> [Task goal] What you give back must match the records below exactly.

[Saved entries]
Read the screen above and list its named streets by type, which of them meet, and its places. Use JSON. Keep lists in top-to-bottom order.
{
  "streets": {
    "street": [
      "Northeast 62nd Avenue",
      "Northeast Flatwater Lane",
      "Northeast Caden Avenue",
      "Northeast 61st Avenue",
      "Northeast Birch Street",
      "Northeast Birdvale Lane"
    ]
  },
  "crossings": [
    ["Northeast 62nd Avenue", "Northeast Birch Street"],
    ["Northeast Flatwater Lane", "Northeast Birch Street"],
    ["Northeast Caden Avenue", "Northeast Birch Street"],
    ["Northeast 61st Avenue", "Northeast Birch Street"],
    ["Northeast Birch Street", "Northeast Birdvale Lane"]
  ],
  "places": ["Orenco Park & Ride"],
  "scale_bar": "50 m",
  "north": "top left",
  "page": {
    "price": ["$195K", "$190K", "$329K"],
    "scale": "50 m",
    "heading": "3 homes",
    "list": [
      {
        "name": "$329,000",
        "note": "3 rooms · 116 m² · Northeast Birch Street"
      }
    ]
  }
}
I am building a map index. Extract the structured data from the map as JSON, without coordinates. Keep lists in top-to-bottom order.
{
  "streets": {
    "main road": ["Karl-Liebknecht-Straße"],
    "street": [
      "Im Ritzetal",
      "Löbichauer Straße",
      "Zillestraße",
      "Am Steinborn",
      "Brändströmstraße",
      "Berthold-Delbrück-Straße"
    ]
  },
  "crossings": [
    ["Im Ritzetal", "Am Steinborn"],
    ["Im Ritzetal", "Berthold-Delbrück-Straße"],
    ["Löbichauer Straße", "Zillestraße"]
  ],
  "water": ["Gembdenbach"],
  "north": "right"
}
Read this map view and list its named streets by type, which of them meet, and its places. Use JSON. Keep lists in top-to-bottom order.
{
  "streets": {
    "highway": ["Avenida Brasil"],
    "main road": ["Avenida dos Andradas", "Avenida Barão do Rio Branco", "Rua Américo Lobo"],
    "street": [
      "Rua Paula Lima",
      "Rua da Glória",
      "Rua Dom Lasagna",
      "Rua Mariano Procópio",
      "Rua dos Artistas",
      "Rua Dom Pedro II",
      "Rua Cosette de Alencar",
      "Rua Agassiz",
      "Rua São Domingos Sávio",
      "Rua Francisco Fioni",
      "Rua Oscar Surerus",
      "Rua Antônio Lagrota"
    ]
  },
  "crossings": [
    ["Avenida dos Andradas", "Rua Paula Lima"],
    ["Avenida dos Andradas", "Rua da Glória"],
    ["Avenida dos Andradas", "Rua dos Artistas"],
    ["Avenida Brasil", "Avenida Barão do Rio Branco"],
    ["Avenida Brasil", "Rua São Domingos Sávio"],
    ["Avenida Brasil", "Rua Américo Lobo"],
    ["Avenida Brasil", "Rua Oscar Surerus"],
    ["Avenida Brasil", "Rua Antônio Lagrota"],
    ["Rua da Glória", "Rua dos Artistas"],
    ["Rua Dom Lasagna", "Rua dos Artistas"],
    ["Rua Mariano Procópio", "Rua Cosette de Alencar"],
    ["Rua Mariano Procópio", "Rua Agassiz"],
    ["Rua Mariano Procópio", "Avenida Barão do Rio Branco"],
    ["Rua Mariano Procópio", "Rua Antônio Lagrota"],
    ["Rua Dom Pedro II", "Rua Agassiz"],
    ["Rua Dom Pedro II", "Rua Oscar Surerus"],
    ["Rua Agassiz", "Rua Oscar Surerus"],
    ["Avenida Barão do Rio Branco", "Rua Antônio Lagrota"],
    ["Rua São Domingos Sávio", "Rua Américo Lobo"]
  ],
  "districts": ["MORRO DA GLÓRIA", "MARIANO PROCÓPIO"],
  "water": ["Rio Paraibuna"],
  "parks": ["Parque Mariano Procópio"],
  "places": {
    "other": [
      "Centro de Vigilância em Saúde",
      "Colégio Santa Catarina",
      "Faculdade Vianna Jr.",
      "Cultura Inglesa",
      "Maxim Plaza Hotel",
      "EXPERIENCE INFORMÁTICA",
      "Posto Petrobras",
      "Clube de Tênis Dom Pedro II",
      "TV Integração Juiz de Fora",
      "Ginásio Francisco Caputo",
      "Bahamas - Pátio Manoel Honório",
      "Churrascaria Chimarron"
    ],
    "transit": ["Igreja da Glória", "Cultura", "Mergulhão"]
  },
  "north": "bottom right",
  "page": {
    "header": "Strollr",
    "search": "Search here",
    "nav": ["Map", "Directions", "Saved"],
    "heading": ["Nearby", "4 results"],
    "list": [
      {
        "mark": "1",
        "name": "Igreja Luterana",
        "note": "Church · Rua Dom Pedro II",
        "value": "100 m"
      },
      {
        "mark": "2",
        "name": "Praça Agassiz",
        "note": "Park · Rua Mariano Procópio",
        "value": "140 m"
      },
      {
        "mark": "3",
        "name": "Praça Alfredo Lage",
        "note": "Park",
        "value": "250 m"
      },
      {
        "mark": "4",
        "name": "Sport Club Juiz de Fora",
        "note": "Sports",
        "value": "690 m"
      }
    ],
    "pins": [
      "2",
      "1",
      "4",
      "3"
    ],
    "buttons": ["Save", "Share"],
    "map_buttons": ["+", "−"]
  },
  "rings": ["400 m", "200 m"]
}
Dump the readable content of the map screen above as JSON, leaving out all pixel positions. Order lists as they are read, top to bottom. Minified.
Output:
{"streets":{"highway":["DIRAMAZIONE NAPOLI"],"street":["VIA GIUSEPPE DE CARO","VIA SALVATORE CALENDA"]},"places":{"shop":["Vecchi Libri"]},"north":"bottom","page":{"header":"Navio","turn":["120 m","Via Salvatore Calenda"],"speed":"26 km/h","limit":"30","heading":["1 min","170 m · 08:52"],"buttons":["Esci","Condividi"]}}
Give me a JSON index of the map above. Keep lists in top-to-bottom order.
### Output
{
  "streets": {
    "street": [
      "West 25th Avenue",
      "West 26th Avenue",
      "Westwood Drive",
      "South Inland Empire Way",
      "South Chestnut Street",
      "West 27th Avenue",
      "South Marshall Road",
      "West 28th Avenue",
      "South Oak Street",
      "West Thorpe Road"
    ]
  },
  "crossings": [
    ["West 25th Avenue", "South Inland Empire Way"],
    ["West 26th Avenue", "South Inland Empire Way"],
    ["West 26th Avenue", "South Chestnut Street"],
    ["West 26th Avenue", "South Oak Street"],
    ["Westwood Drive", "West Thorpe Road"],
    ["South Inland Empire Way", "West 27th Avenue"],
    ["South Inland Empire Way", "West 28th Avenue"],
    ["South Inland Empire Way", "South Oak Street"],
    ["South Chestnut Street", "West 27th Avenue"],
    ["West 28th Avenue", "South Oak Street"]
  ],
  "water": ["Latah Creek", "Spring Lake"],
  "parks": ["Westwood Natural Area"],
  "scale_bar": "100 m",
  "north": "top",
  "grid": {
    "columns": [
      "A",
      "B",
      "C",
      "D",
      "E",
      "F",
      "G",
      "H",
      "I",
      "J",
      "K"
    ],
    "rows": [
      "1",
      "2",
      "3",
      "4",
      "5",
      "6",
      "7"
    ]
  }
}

> [Answer space]
Read the screen above and list its named streets by type, which of them meet, and its places. Use JSON. Keep lists in top-to-bottom order.
{
  "streets": {
    "street": [
      "Northeast 62nd Avenue",
      "Northeast Flatwater Lane",
      "Northeast Caden Avenue",
      "Northeast 61st Avenue",
      "Northeast Birch Street",
      "Northeast Birdvale Lane"
    ]
  },
  "crossings": [
    ["Northeast 62nd Avenue", "Northeast Birch Street"],
    ["Northeast Flatwater Lane", "Northeast Birch Street"],
    ["Northeast Caden Avenue", "Northeast Birch Street"],
    ["Northeast 61st Avenue", "Northeast Birch Street"],
    ["Northeast Birch Street", "Northeast Birdvale Lane"]
  ],
  "places": ["Orenco Park & Ride"],
  "scale_bar": "50 m",
  "north": "top left",
  "page": {
    "price": ["$195K", "$190K", "$329K"],
    "scale": "50 m",
    "heading": "3 homes",
    "list": [
      {
        "name": "$329,000",
        "note": "3 rooms · 116 m² · Northeast Birch Street"
      }
    ]
  }
}
I am building a map index. Extract the structured data from the map as JSON, without coordinates. Keep lists in top-to-bottom order.
{
  "streets": {
    "main road": ["Karl-Liebknecht-Straße"],
    "street": [
      "Im Ritzetal",
      "Löbichauer Straße",
      "Zillestraße",
      "Am Steinborn",
      "Brändströmstraße",
      "Berthold-Delbrück-Straße"
    ]
  },
  "crossings": [
    ["Im Ritzetal", "Am Steinborn"],
    ["Im Ritzetal", "Berthold-Delbrück-Straße"],
    ["Löbichauer Straße", "Zillestraße"]
  ],
  "water": ["Gembdenbach"],
  "north": "right"
}
Read this map view and list its named streets by type, which of them meet, and its places. Use JSON. Keep lists in top-to-bottom order.
{
  "streets": {
    "highway": ["Avenida Brasil"],
    "main road": ["Avenida dos Andradas", "Avenida Barão do Rio Branco", "Rua Américo Lobo"],
    "street": [
      "Rua Paula Lima",
      "Rua da Glória",
      "Rua Dom Lasagna",
      "Rua Mariano Procópio",
      "Rua dos Artistas",
      "Rua Dom Pedro II",
      "Rua Cosette de Alencar",
      "Rua Agassiz",
      "Rua São Domingos Sávio",
      "Rua Francisco Fioni",
      "Rua Oscar Surerus",
      "Rua Antônio Lagrota"
    ]
  },
  "crossings": [
    ["Avenida dos Andradas", "Rua Paula Lima"],
    ["Avenida dos Andradas", "Rua da Glória"],
    ["Avenida dos Andradas", "Rua dos Artistas"],
    ["Avenida Brasil", "Avenida Barão do Rio Branco"],
    ["Avenida Brasil", "Rua São Domingos Sávio"],
    ["Avenida Brasil", "Rua Américo Lobo"],
    ["Avenida Brasil", "Rua Oscar Surerus"],
    ["Avenida Brasil", "Rua Antônio Lagrota"],
    ["Rua da Glória", "Rua dos Artistas"],
    ["Rua Dom Lasagna", "Rua dos Artistas"],
    ["Rua Mariano Procópio", "Rua Cosette de Alencar"],
    ["Rua Mariano Procópio", "Rua Agassiz"],
    ["Rua Mariano Procópio", "Avenida Barão do Rio Branco"],
    ["Rua Mariano Procópio", "Rua Antônio Lagrota"],
    ["Rua Dom Pedro II", "Rua Agassiz"],
    ["Rua Dom Pedro II", "Rua Oscar Surerus"],
    ["Rua Agassiz", "Rua Oscar Surerus"],
    ["Avenida Barão do Rio Branco", "Rua Antônio Lagrota"],
    ["Rua São Domingos Sávio", "Rua Américo Lobo"]
  ],
  "districts": ["MORRO DA GLÓRIA", "MARIANO PROCÓPIO"],
  "water": ["Rio Paraibuna"],
  "parks": ["Parque Mariano Procópio"],
  "places": {
    "other": [
      "Centro de Vigilância em Saúde",
      "Colégio Santa Catarina",
      "Faculdade Vianna Jr.",
      "Cultura Inglesa",
      "Maxim Plaza Hotel",
      "EXPERIENCE INFORMÁTICA",
      "Posto Petrobras",
      "Clube de Tênis Dom Pedro II",
      "TV Integração Juiz de Fora",
      "Ginásio Francisco Caputo",
      "Bahamas - Pátio Manoel Honório",
      "Churrascaria Chimarron"
    ],
    "transit": ["Igreja da Glória", "Cultura", "Mergulhão"]
  },
  "north": "bottom right",
  "page": {
    "header": "Strollr",
    "search": "Search here",
    "nav": ["Map", "Directions", "Saved"],
    "heading": ["Nearby", "4 results"],
    "list": [
      {
        "mark": "1",
        "name": "Igreja Luterana",
        "note": "Church · Rua Dom Pedro II",
        "value": "100 m"
      },
      {
        "mark": "2",
        "name": "Praça Agassiz",
        "note": "Park · Rua Mariano Procópio",
        "value": "140 m"
      },
      {
        "mark": "3",
        "name": "Praça Alfredo Lage",
        "note": "Park",
        "value": "250 m"
      },
      {
        "mark": "4",
        "name": "Sport Club Juiz de Fora",
        "note": "Sports",
        "value": "690 m"
      }
    ],
    "pins": [
      "2",
      "1",
      "4",
      "3"
    ],
    "buttons": ["Save", "Share"],
    "map_buttons": ["+", "−"]
  },
  "rings": ["400 m", "200 m"]
}
Dump the readable content of the map screen above as JSON, leaving out all pixel positions. Order lists as they are read, top to bottom. Minified.
Output:
{"streets":{"highway":["DIRAMAZIONE NAPOLI"],"street":["VIA GIUSEPPE DE CARO","VIA SALVATORE CALENDA"]},"places":{"shop":["Vecchi Libri"]},"north":"bottom","page":{"header":"Navio","turn":["120 m","Via Salvatore Calenda"],"speed":"26 km/h","limit":"30","heading":["1 min","170 m · 08:52"],"buttons":["Esci","Condividi"]}}
Give me a JSON index of the map above. Keep lists in top-to-bottom order.
### Output
{
  "streets": {
    "street": [
      "West 25th Avenue",
      "West 26th Avenue",
      "Westwood Drive",
      "South Inland Empire Way",
      "South Chestnut Street",
      "West 27th Avenue",
      "South Marshall Road",
      "West 28th Avenue",
      "South Oak Street",
      "West Thorpe Road"
    ]
  },
  "crossings": [
    ["West 25th Avenue", "South Inland Empire Way"],
    ["West 26th Avenue", "South Inland Empire Way"],
    ["West 26th Avenue", "South Chestnut Street"],
    ["West 26th Avenue", "South Oak Street"],
    ["Westwood Drive", "West Thorpe Road"],
    ["South Inland Empire Way", "West 27th Avenue"],
    ["South Inland Empire Way", "West 28th Avenue"],
    ["South Inland Empire Way", "South Oak Street"],
    ["South Chestnut Street", "West 27th Avenue"],
    ["West 28th Avenue", "South Oak Street"]
  ],
  "water": ["Latah Creek", "Spring Lake"],
  "parks": ["Westwood Natural Area"],
  "scale_bar": "100 m",
  "north": "top",
  "grid": {
    "columns": [
      "A",
      "B",
      "C",
      "D",
      "E",
      "F",
      "G",
      "H",
      "I",
      "J",
      "K"
    ],
    "rows": [
      "1",
      "2",
      "3",
      "4",
      "5",
      "6",
      "7"
    ]
  }
}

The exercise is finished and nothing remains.